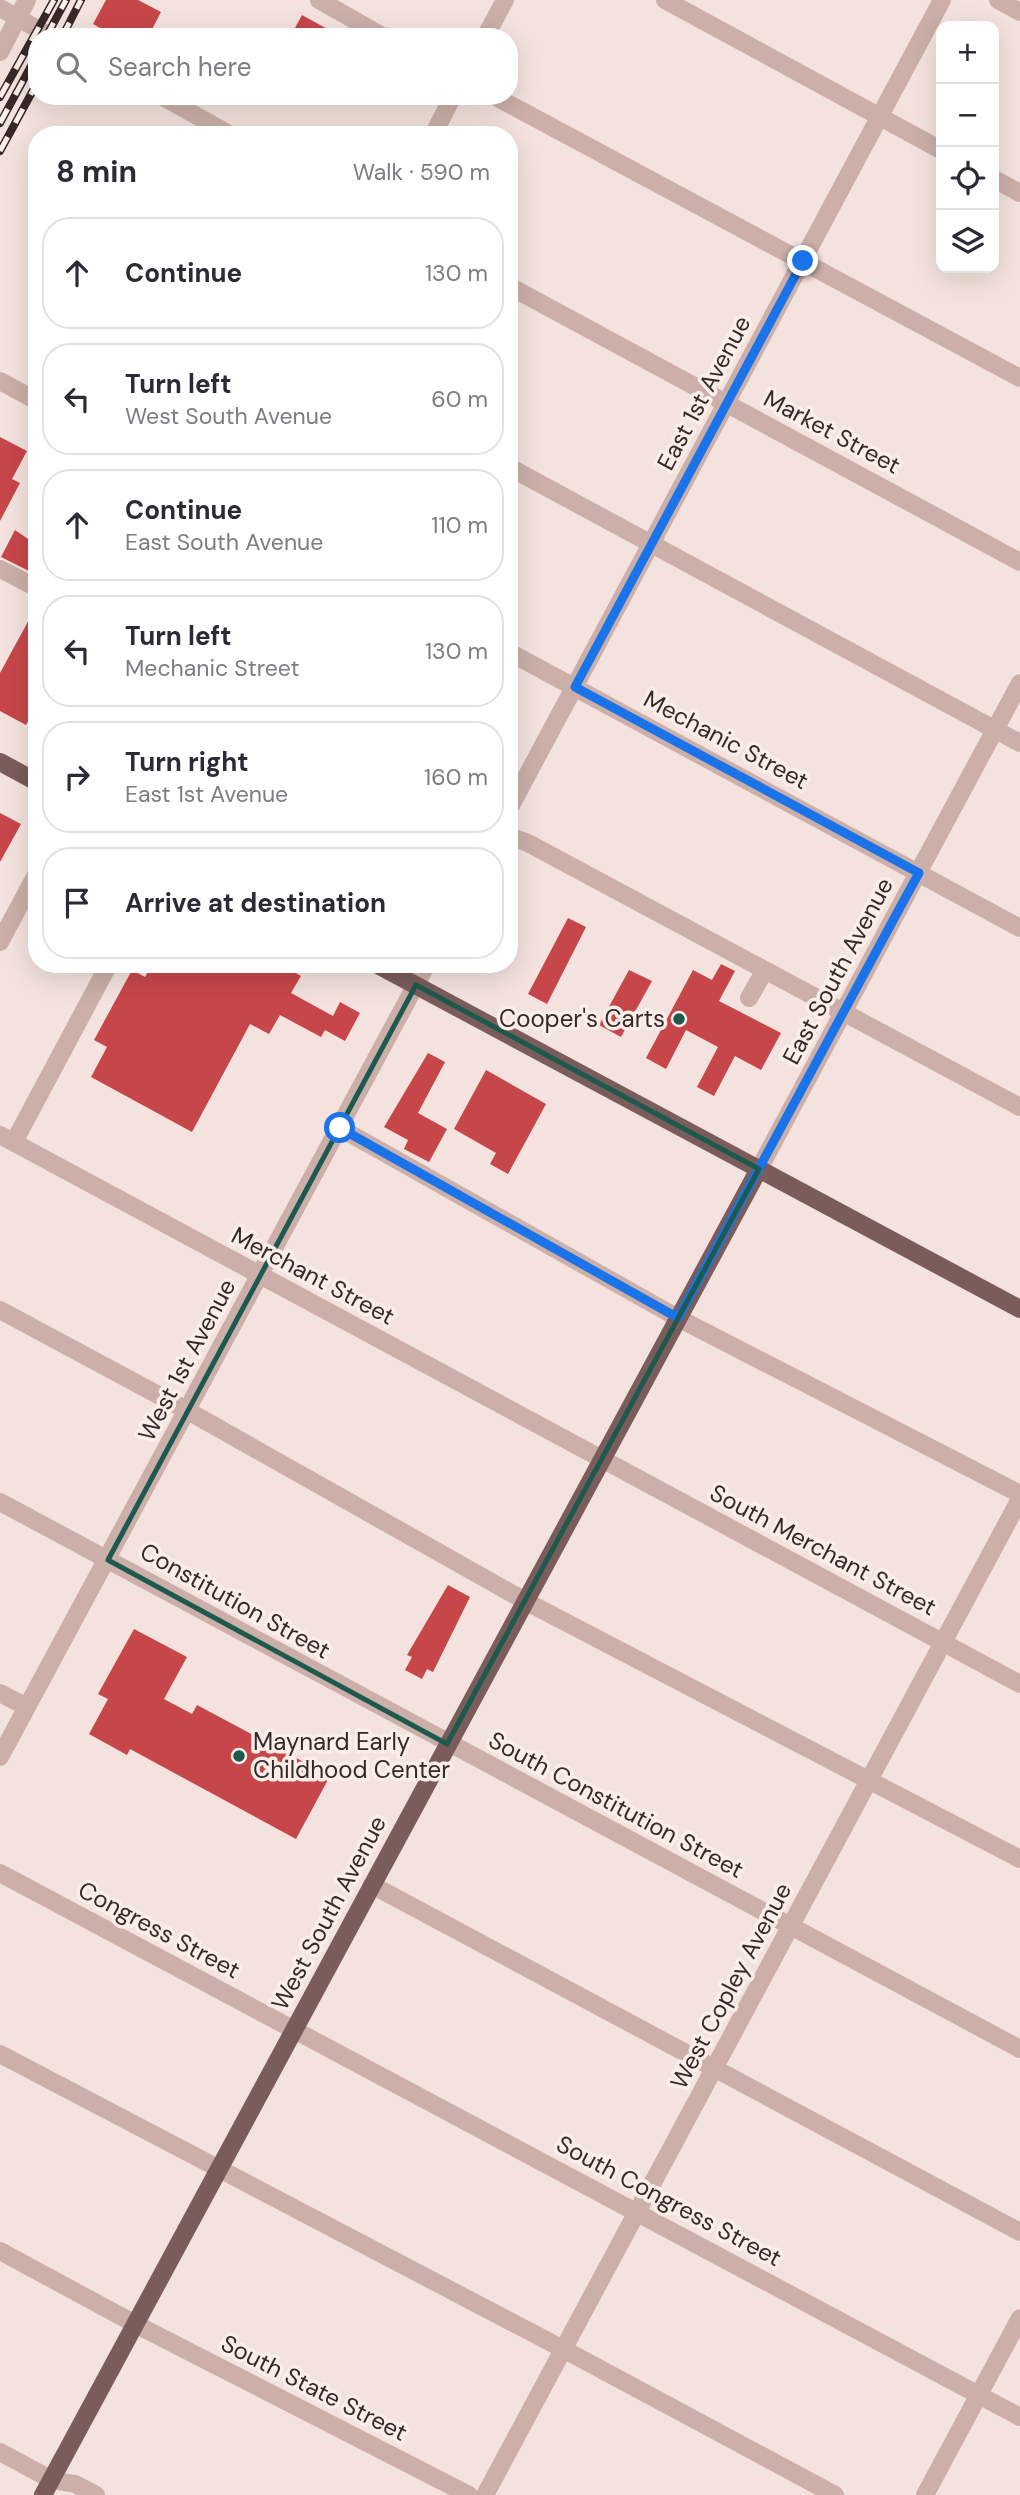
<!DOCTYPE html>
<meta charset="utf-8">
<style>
:root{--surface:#fff;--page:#f7f7f7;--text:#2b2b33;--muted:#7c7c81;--line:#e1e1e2}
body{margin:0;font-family:"DM Sans",sans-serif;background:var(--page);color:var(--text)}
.controls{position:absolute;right:21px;top:21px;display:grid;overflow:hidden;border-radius:14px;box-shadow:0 7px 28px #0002}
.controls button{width:63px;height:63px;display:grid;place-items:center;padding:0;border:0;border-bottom:2px solid var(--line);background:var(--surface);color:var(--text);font:35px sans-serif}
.stop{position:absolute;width:21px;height:21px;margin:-16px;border:5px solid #1a73e8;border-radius:50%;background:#fff}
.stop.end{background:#1a73e8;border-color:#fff;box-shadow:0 2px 7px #0008}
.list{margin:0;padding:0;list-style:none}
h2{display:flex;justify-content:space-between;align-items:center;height:91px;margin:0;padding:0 28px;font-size:30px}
h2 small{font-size:23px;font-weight:400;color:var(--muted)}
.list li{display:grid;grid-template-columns:46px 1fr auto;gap:21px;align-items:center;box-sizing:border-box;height:112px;margin:0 14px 14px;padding:0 14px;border:2px solid var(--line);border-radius:28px}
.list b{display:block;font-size:26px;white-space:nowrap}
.list p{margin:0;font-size:23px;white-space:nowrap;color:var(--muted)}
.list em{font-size:23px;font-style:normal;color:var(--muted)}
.icon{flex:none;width:38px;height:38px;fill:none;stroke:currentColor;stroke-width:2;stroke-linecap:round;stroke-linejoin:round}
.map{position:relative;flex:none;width:1020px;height:2495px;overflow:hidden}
.search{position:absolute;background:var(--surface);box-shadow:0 7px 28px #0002;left:28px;top:28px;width:490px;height:77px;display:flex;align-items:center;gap:18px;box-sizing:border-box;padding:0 24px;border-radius:28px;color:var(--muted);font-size:26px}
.panel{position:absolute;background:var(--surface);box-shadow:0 7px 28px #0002;left:28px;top:126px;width:490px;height:847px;border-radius:28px}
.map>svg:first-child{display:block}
.building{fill:#c7464a}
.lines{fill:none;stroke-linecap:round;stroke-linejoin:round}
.minor{stroke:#cbafa8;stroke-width:18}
.major{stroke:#7a5c5a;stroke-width:18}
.rail-casing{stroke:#382929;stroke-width:8}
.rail{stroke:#faeee9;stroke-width:5;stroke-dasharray:16;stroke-linecap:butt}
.route{stroke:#1a73e8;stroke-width:9}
.marked{fill:none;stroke:#1d5a4d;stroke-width:5;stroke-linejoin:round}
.poi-dot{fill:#1d5a4d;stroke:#faeee9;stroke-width:2.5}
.labels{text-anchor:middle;stroke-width:7;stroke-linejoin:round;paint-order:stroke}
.street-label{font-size:24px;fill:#382929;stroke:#faeee9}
.poi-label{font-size:24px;fill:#382929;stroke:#faeee9;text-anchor:end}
</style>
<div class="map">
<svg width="1020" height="2495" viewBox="0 0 1020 2495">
<rect width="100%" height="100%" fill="#f3e2dd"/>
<path class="building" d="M106,0H138L161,12L148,37H116L93,24Z
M302,15L342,37H290Z
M0,437L27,451L12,479L20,483L0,521Z
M15,530L37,545V575L1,557Z
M37,605V704L26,725L0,711V673Z
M0,813L21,824L0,862Z
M568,918L586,927L547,1004L528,994Z
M152,964H280L301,976L291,993L333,1016L340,1002L360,1013L345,1041L325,1030L321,1037L280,1015L269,1034L250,1024L192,1132L91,1077L107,1047L94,1040L132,970L145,977Z
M721,964L735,971L719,1001L781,1033L761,1070L735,1056L714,1096L697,1087L718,1047L686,1030L666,1069L646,1058L693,970L712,980Z
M629,970L652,981L621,1037L599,1025Z
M428,1053L445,1062L418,1113L447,1129L429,1162L404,1149L408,1140L384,1127Z
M486,1070L546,1104L508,1174L490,1164L496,1153L454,1129Z
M448,1585L470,1597L433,1672L427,1669L422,1679L405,1670L412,1657L407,1655Z
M134,1629L187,1657L164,1699L192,1714L197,1705L330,1776L296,1839L130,1749L127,1755L89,1734L108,1699L98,1694Z"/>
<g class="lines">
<path class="minor" d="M319,0L384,37
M665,0L941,150
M998,0L1020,12
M0,8L52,37
M485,37L505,0
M0,52L27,0
M161,96L231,135
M494,96L1020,378
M433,135L453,96
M994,179L1020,193
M509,286L1020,562
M0,381L37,401
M509,467L1020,743
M0,569L37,588
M509,652L1020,928
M509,809L942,0
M509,836L528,843L1020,1107
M0,942L37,873
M749,998L765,970
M340,1128L678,1318L1020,1494
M0,1135L1020,1684
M14,1142L109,964
M759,1169L1020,683
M0,1310L188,1411L525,1601L1020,1859
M0,1502L1020,2049
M0,1693L27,1707
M0,1757L427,964
M0,1873L1020,2417
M372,1885L1020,2232
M0,2054L563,2349L835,2495
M0,2251L137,2325L469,2495
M0,2452L52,2480L75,2484L96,2495
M485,2495L1020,1499
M925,2495L1020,2318"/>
<path class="major" d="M0,762L37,782
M376,964L1020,1309
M43,2495L759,1169"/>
<defs>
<path id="rail" d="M46,37L66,0
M62,37L81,0
M0,97L54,0
M0,123L37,55
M0,151L37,83"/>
</defs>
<use href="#rail" class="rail-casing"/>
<use href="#rail" class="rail"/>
</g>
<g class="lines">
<path class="route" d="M340,1128L678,1318L903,902L919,873L575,687L803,261"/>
</g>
<path class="marked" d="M416,985L759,1169L447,1744L108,1560Z"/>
<g class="poi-dot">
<circle cx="679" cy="1019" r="7"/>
<circle cx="239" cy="1756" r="7"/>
</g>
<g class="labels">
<g class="street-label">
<text transform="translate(704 393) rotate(-62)" y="8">East 1st Avenue</text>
<text transform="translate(832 432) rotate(28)" y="8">Market Street</text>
<text transform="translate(726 740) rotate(28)" y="8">Mechanic Street</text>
<text transform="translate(838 971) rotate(-62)" y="8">East South Avenue</text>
<text transform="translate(313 1276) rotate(28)" y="8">Merchant Street</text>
<text transform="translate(187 1360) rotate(-62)" y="8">West 1st Avenue</text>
<text transform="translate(823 1550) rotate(28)" y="8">South Merchant Street</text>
<text transform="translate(235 1601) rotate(29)" y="8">Constitution Street</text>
<text transform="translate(616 1805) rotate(28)" y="8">South Constitution Street</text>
<text transform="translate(329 1913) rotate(-62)" y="8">West South Avenue</text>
<text transform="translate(159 1930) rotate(28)" y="8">Congress Street</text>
<text transform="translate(731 1986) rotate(-62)" y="8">West Copley Avenue</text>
<text transform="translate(669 2201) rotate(28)" y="8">South Congress Street</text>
<text transform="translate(314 2388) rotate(27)" y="8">South State Street</text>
</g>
<g class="poi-label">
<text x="665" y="1027">Cooper's Carts</text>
<text x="253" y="1750" text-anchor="start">Maynard Early<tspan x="253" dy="28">Childhood Center</tspan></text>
</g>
</g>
</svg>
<div class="controls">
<button>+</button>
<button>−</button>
<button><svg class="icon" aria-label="locate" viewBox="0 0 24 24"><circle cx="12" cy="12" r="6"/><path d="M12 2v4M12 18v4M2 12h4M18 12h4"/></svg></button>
<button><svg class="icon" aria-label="layers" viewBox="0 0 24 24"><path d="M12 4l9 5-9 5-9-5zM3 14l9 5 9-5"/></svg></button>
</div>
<div class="stop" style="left:340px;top:1128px"></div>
<div class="stop end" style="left:803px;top:261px"></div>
<div class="search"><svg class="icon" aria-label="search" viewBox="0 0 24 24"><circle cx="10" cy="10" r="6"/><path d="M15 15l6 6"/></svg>Search here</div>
<section class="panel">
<h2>8 min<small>Walk · 590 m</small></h2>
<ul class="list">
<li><svg class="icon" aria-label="ahead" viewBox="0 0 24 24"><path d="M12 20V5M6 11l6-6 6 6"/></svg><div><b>Continue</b></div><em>130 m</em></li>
<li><svg class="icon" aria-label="left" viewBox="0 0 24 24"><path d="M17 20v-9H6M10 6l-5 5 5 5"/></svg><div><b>Turn left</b><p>West South Avenue</p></div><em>60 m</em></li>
<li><svg class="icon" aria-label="ahead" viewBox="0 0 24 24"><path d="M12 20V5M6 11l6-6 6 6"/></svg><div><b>Continue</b><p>East South Avenue</p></div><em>110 m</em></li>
<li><svg class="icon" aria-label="left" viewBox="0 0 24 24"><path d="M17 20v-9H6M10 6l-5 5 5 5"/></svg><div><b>Turn left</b><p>Mechanic Street</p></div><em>130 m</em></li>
<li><svg class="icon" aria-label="right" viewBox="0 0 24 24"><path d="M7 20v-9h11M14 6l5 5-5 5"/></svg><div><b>Turn right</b><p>East 1st Avenue</p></div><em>160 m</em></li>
<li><svg class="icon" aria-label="arrive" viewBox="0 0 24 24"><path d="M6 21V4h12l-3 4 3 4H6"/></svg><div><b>Arrive at destination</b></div></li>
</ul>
</section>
</div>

####

■ What needs to be done
For the string "grid", search the preceding data and copy every line that includes it.

■ Your response
.controls{position:absolute;right:21px;top:21px;display:grid;overflow:hidden;border-radius:14px;box-shadow:0 7px 28px #0002}
.controls button{width:63px;height:63px;display:grid;place-items:center;padding:0;border:0;border-bottom:2px solid var(--line);background:var(--surface);color:var(--text);font:35px sans-serif}
.list li{display:grid;grid-template-columns:46px 1fr auto;gap:21px;align-items:center;box-sizing:border-box;height:112px;margin:0 14px 14px;padding:0 14px;border:2px solid var(--line);border-radius:28px}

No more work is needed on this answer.